RECORDS FOR THIS TASK |
*** Begin section ***

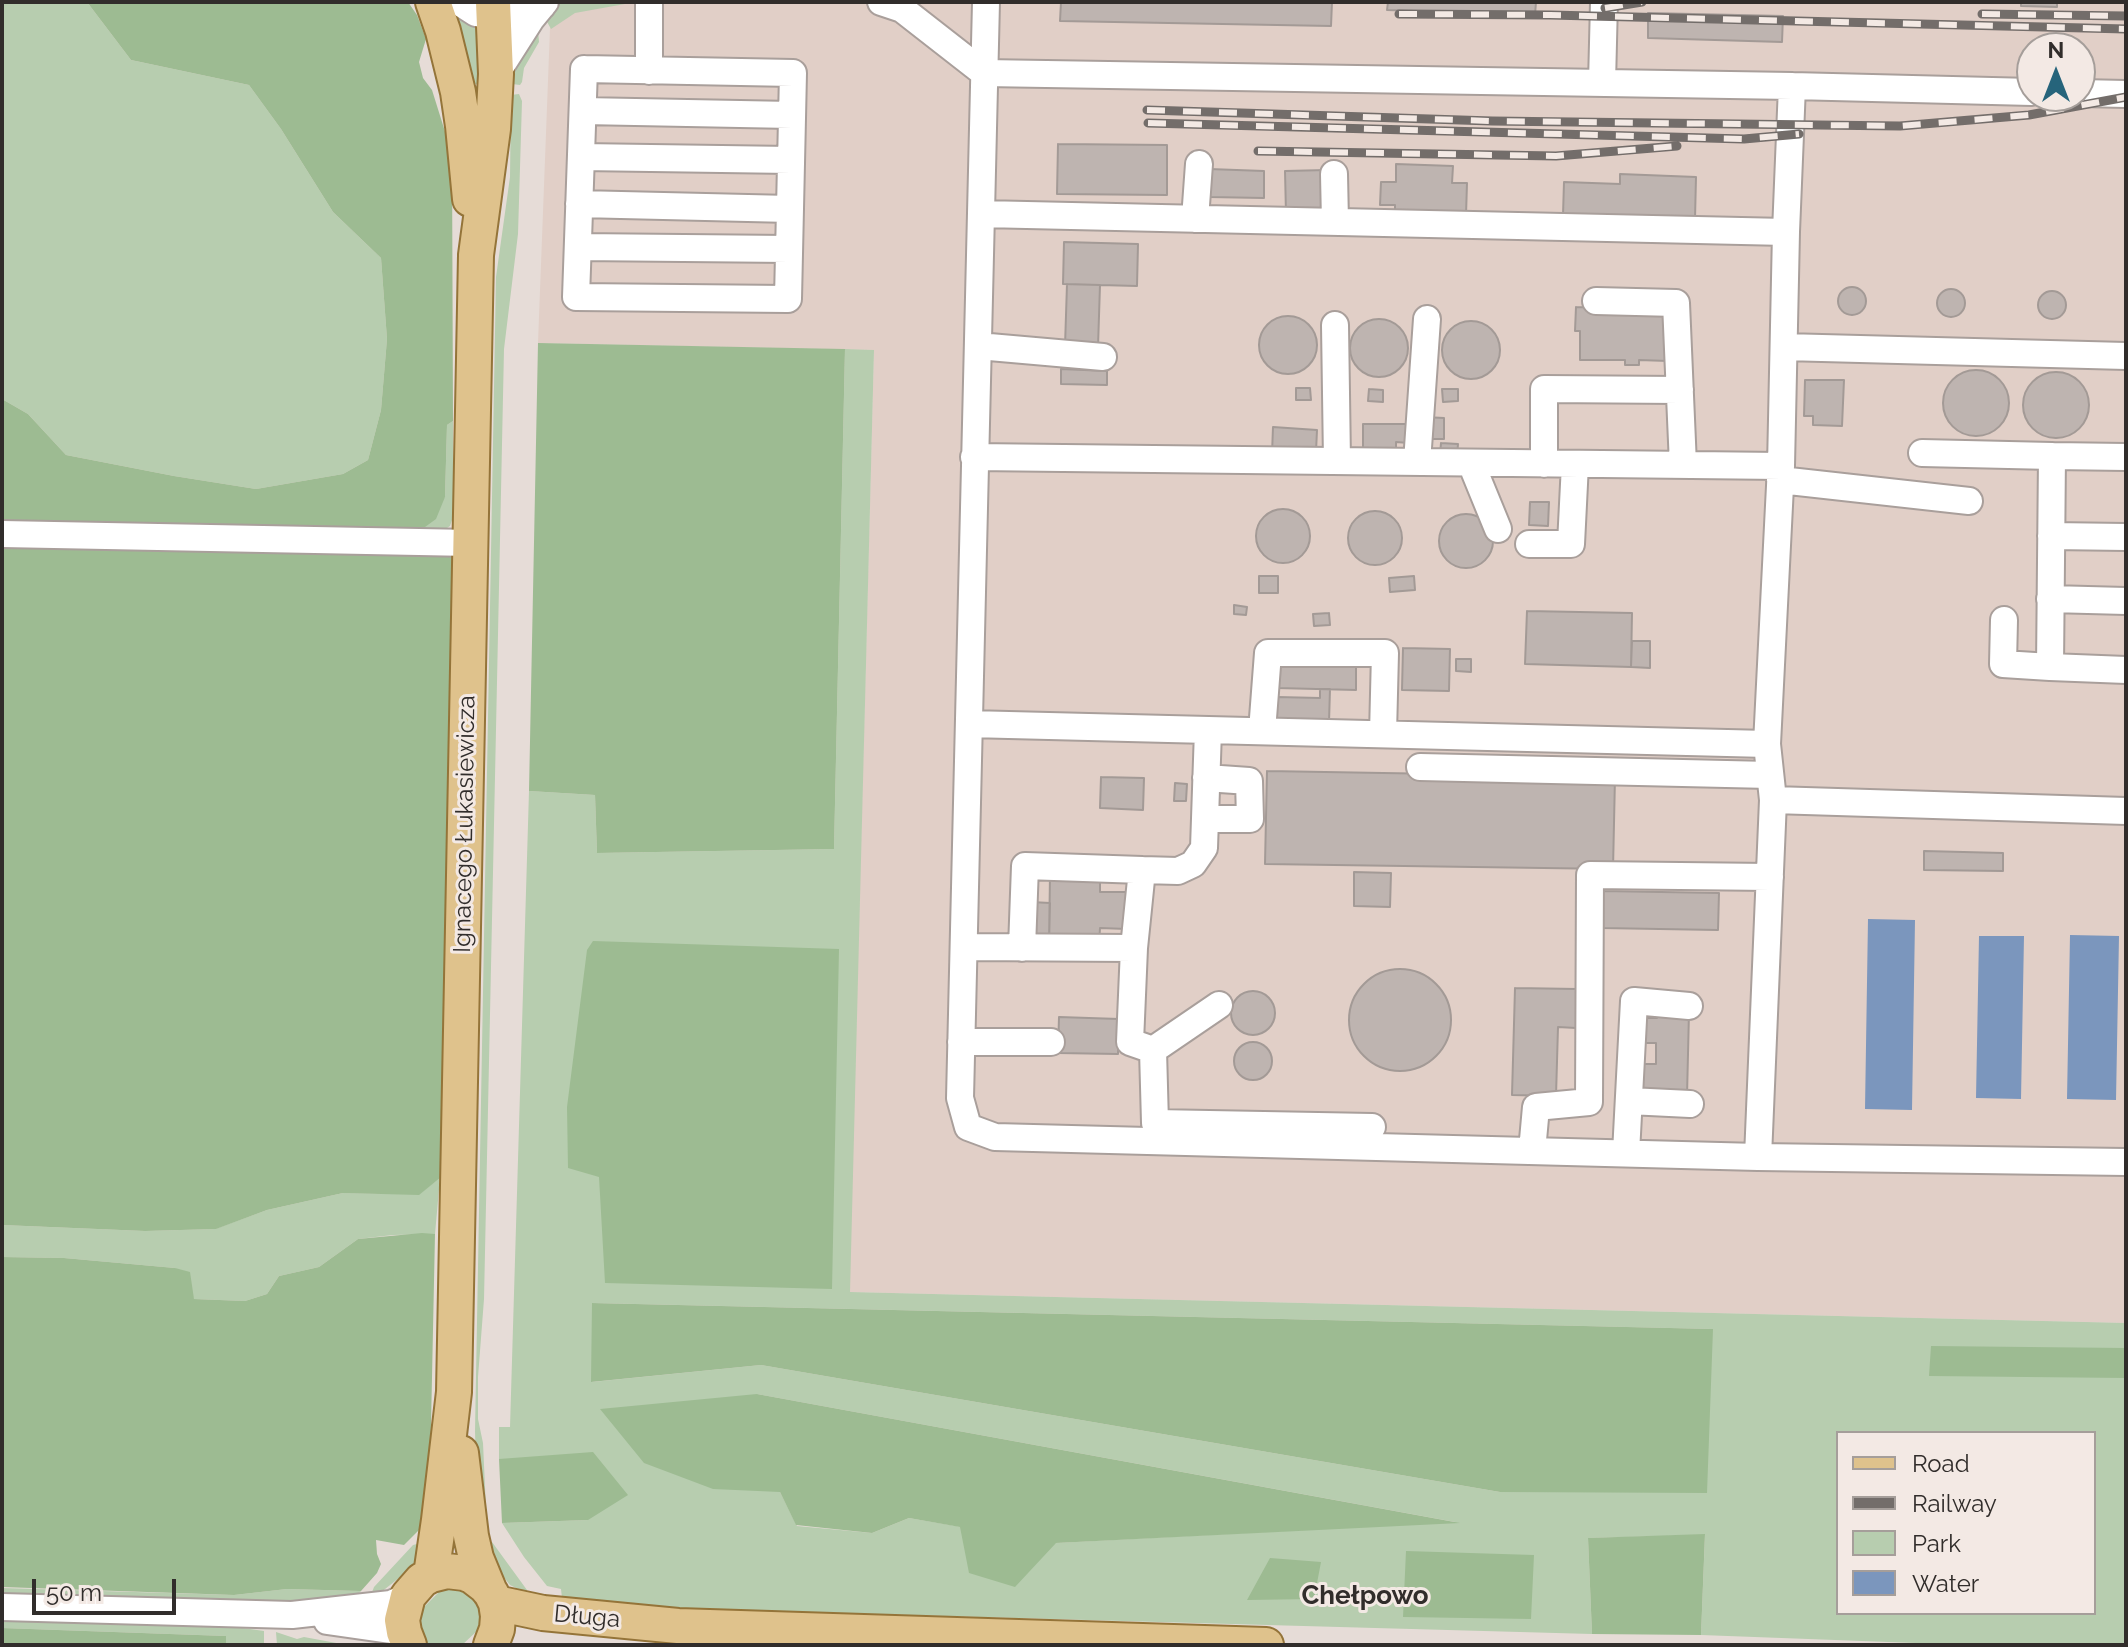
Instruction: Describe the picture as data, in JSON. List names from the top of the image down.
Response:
{
  "streets": {
    "main road": ["Ignacego Łukasiewicza", "Długa"]
  },
  "crossings": [
    ["Ignacego Łukasiewicza", "Długa"]
  ],
  "districts": ["Chełpowo"],
  "legend": [
    "Road",
    "Railway",
    "Park",
    "Water"
  ],
  "scale_bar": "50 m",
  "north": "top"
}
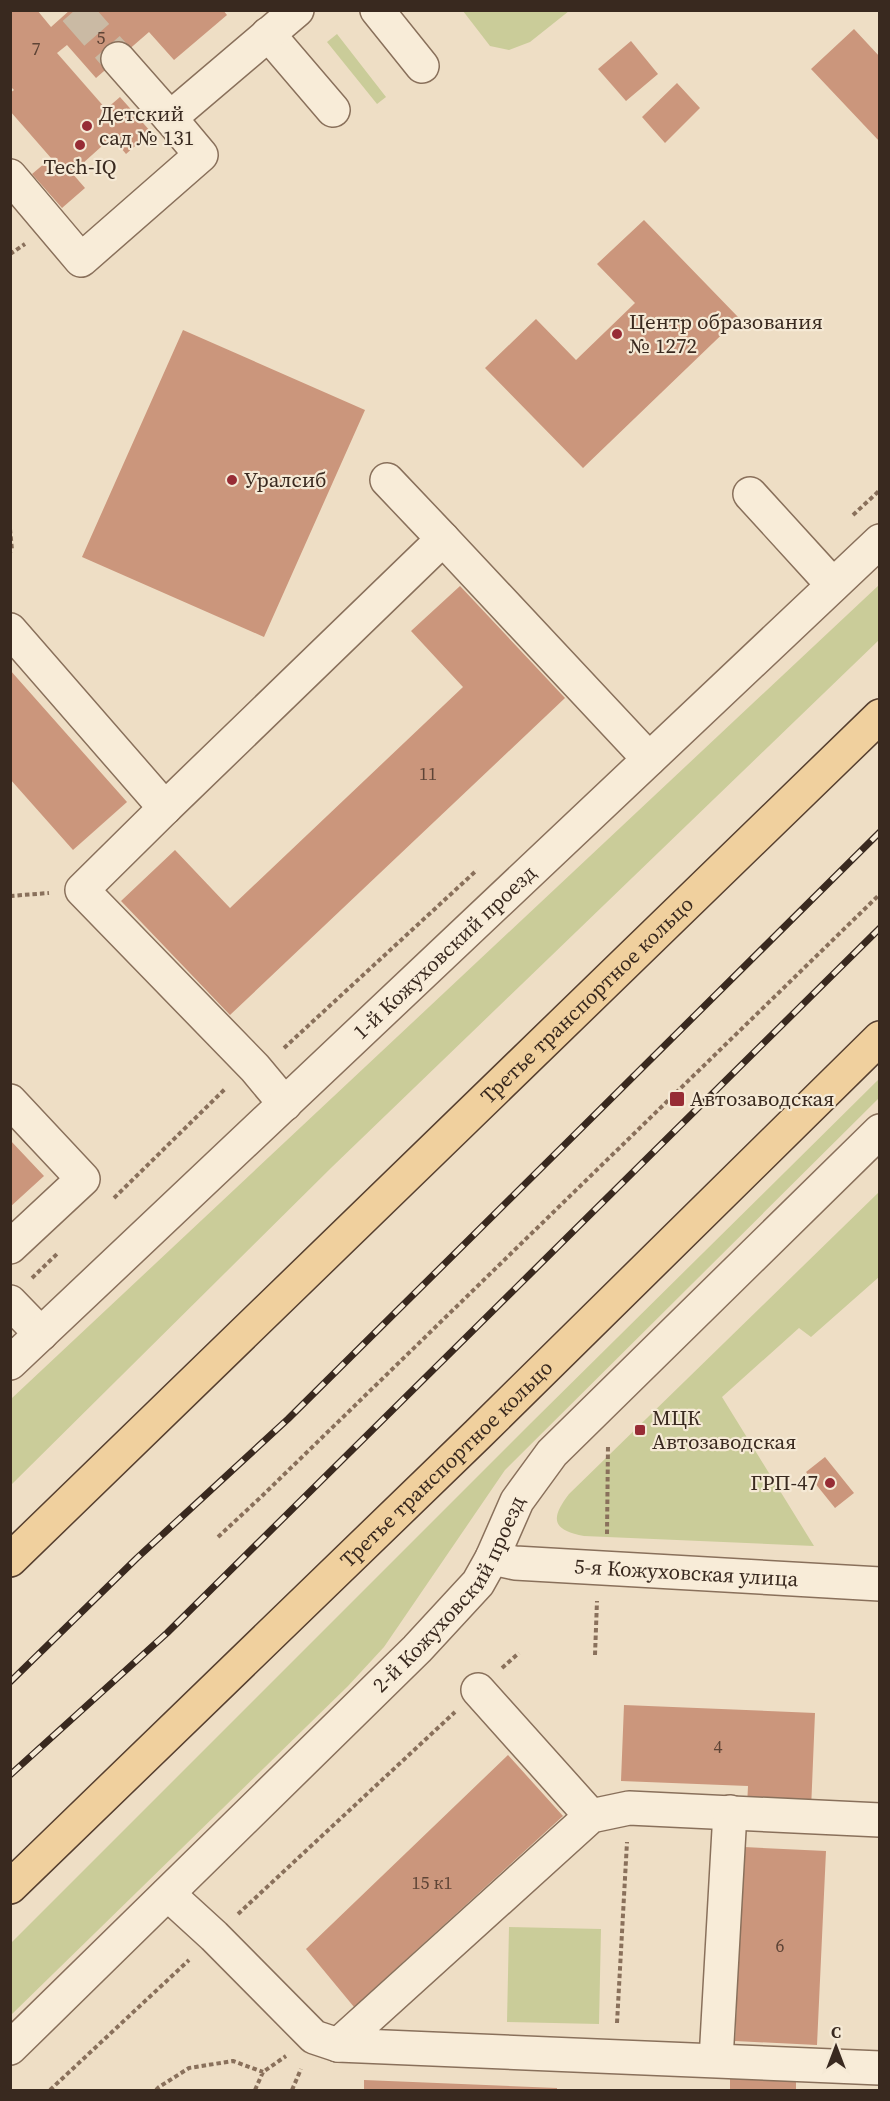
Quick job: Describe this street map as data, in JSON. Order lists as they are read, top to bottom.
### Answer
{
  "streets": {
    "main road": ["Третье транспортное кольцо"],
    "street": ["1-й Кожуховский проезд", "5-я Кожуховская улица", "2-й Кожуховский проезд"]
  },
  "crossings": [
    ["5-я Кожуховская улица", "2-й Кожуховский проезд"]
  ],
  "places": {
    "other": [
      "Детский сад № 131",
      "Tech-IQ",
      "Центр образования № 1272",
      "Уралсиб",
      "ГРП-47"
    ],
    "transit": ["Автозаводская", "МЦК Автозаводская"]
  },
  "house_numbers": [
    "5",
    "7",
    "11",
    "4",
    "15 к1",
    "6"
  ],
  "north": "top"
}
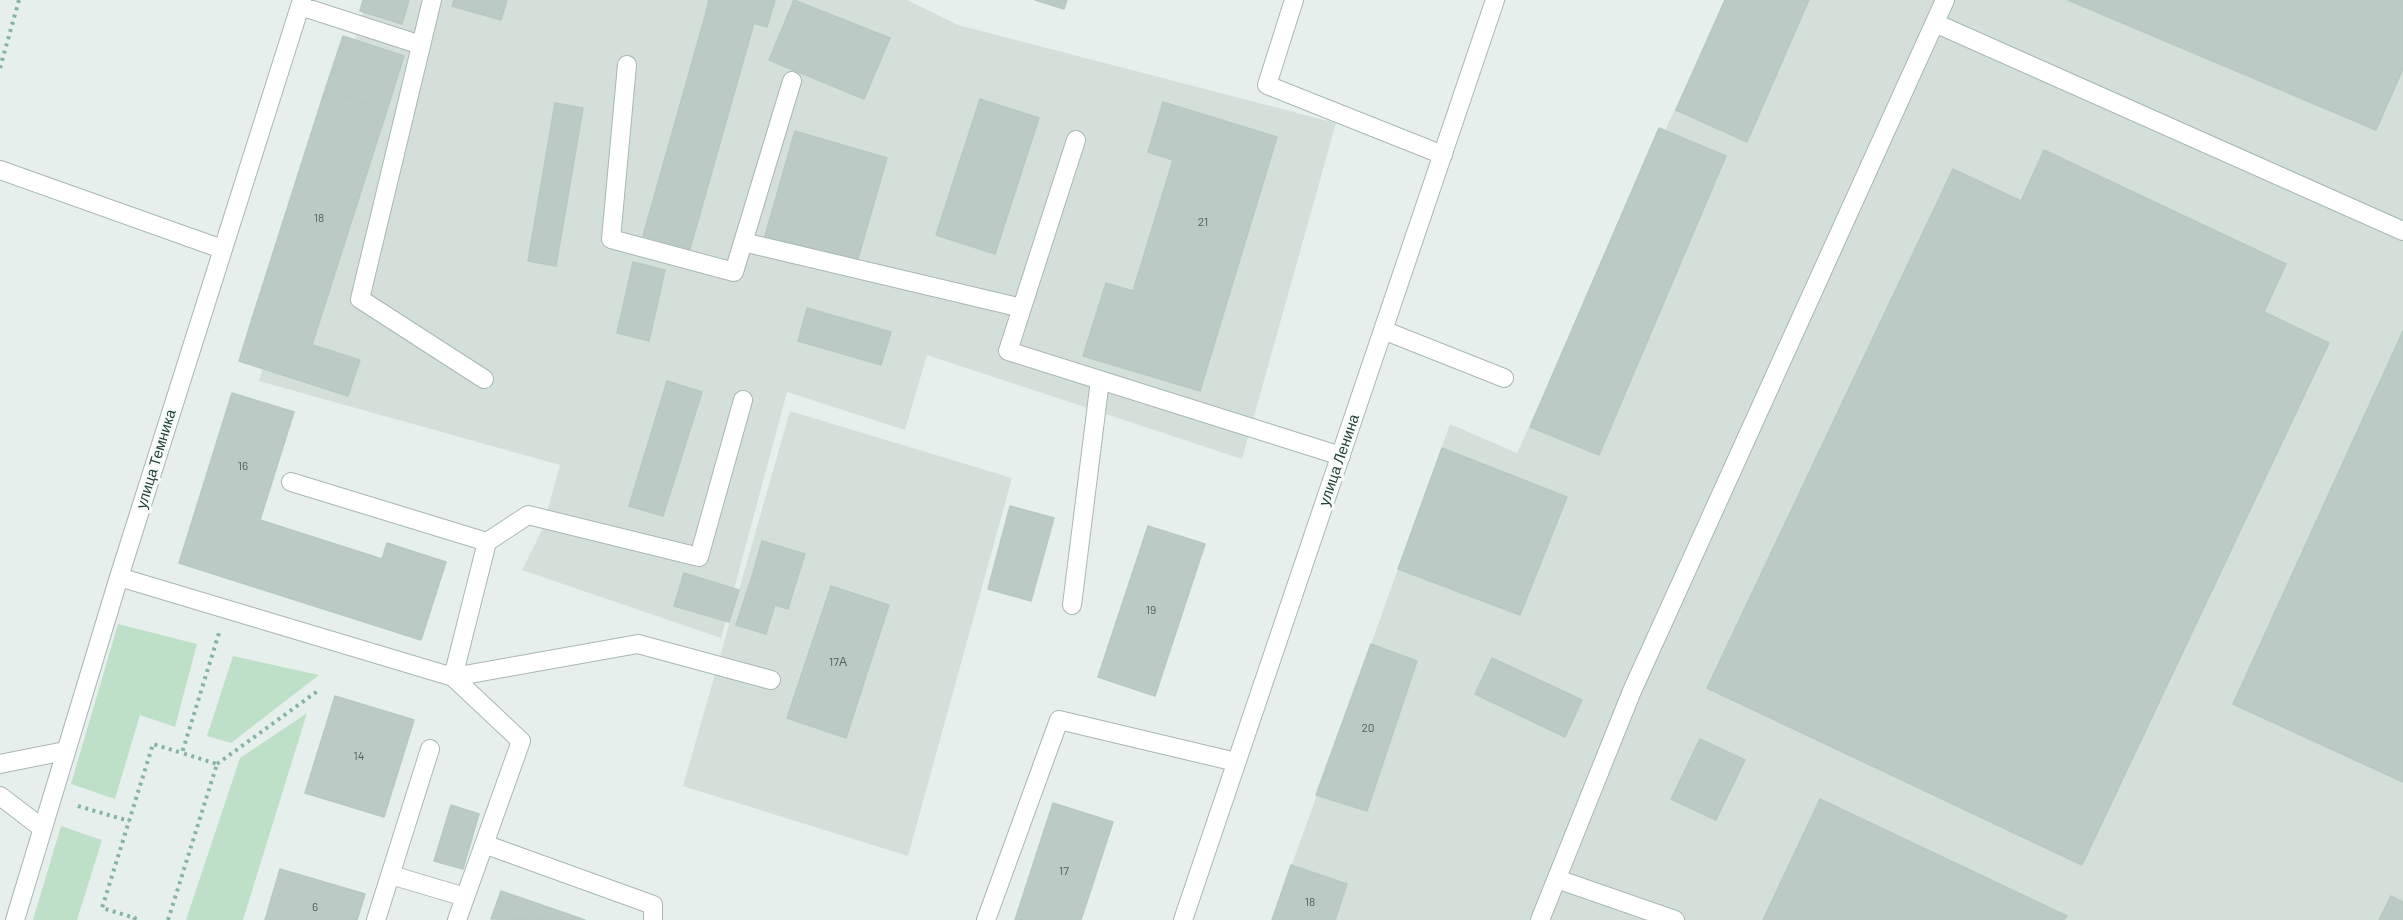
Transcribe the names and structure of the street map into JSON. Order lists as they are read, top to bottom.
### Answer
{
  "streets": {
    "street": ["улица Темника", "улица Ленина"]
  },
  "house_numbers": [
    "18",
    "21",
    "16",
    "19",
    "17А",
    "20",
    "14",
    "17",
    "18",
    "6"
  ]
}
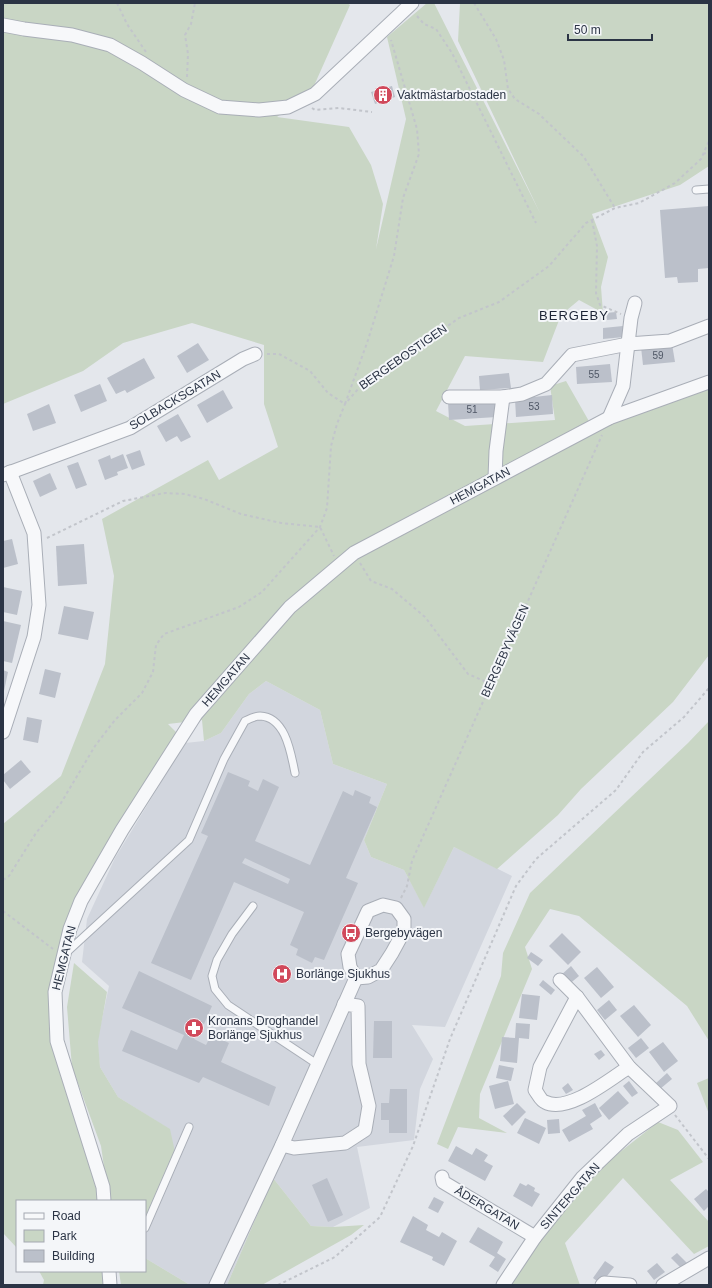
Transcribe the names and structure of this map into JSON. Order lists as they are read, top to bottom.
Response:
{
  "streets": {
    "street": [
      "SOLBACKSGATAN",
      "HEMGATAN",
      "SINTERGATAN",
      "ÅDERGATAN"
    ],
    "path": ["BERGEBOSTIGEN", "BERGEBYVÄGEN"]
  },
  "crossings": [
    ["HEMGATAN", "BERGEBYVÄGEN"],
    ["SINTERGATAN", "ÅDERGATAN"]
  ],
  "districts": ["BERGEBY"],
  "places": {
    "building": ["Vaktmästarbostaden"],
    "bus stop": ["Bergebyvägen"],
    "hospital": ["Borlänge Sjukhus"],
    "pharmacy": ["Kronans Droghandel Borlänge Sjukhus"]
  },
  "house_numbers": [
    "59",
    "55",
    "53",
    "51"
  ],
  "legend": ["Road", "Park", "Building"],
  "scale_bar": "50 m"
}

*** End section ***

TASK DESCRIPTION | Once the pictures are set aside, please output all the data word for word.

OUTPUT OF THE EXERCISE |
Instruction: Describe the picture as data, in JSON. List names from the top of the image down.
Response:
{
  "streets": {
    "main road": ["Ignacego Łukasiewicza", "Długa"]
  },
  "crossings": [
    ["Ignacego Łukasiewicza", "Długa"]
  ],
  "districts": ["Chełpowo"],
  "legend": [
    "Road",
    "Railway",
    "Park",
    "Water"
  ],
  "scale_bar": "50 m",
  "north": "top"
}
Quick job: Describe this street map as data, in JSON. Order lists as they are read, top to bottom.
### Answer
{
  "streets": {
    "main road": ["Третье транспортное кольцо"],
    "street": ["1-й Кожуховский проезд", "5-я Кожуховская улица", "2-й Кожуховский проезд"]
  },
  "crossings": [
    ["5-я Кожуховская улица", "2-й Кожуховский проезд"]
  ],
  "places": {
    "other": [
      "Детский сад № 131",
      "Tech-IQ",
      "Центр образования № 1272",
      "Уралсиб",
      "ГРП-47"
    ],
    "transit": ["Автозаводская", "МЦК Автозаводская"]
  },
  "house_numbers": [
    "5",
    "7",
    "11",
    "4",
    "15 к1",
    "6"
  ],
  "north": "top"
}
Transcribe the names and structure of the street map into JSON. Order lists as they are read, top to bottom.
### Answer
{
  "streets": {
    "street": ["улица Темника", "улица Ленина"]
  },
  "house_numbers": [
    "18",
    "21",
    "16",
    "19",
    "17А",
    "20",
    "14",
    "17",
    "18",
    "6"
  ]
}
Transcribe the names and structure of this map into JSON. Order lists as they are read, top to bottom.
Response:
{
  "streets": {
    "street": [
      "SOLBACKSGATAN",
      "HEMGATAN",
      "SINTERGATAN",
      "ÅDERGATAN"
    ],
    "path": ["BERGEBOSTIGEN", "BERGEBYVÄGEN"]
  },
  "crossings": [
    ["HEMGATAN", "BERGEBYVÄGEN"],
    ["SINTERGATAN", "ÅDERGATAN"]
  ],
  "districts": ["BERGEBY"],
  "places": {
    "building": ["Vaktmästarbostaden"],
    "bus stop": ["Bergebyvägen"],
    "hospital": ["Borlänge Sjukhus"],
    "pharmacy": ["Kronans Droghandel Borlänge Sjukhus"]
  },
  "house_numbers": [
    "59",
    "55",
    "53",
    "51"
  ],
  "legend": ["Road", "Park", "Building"],
  "scale_bar": "50 m"
}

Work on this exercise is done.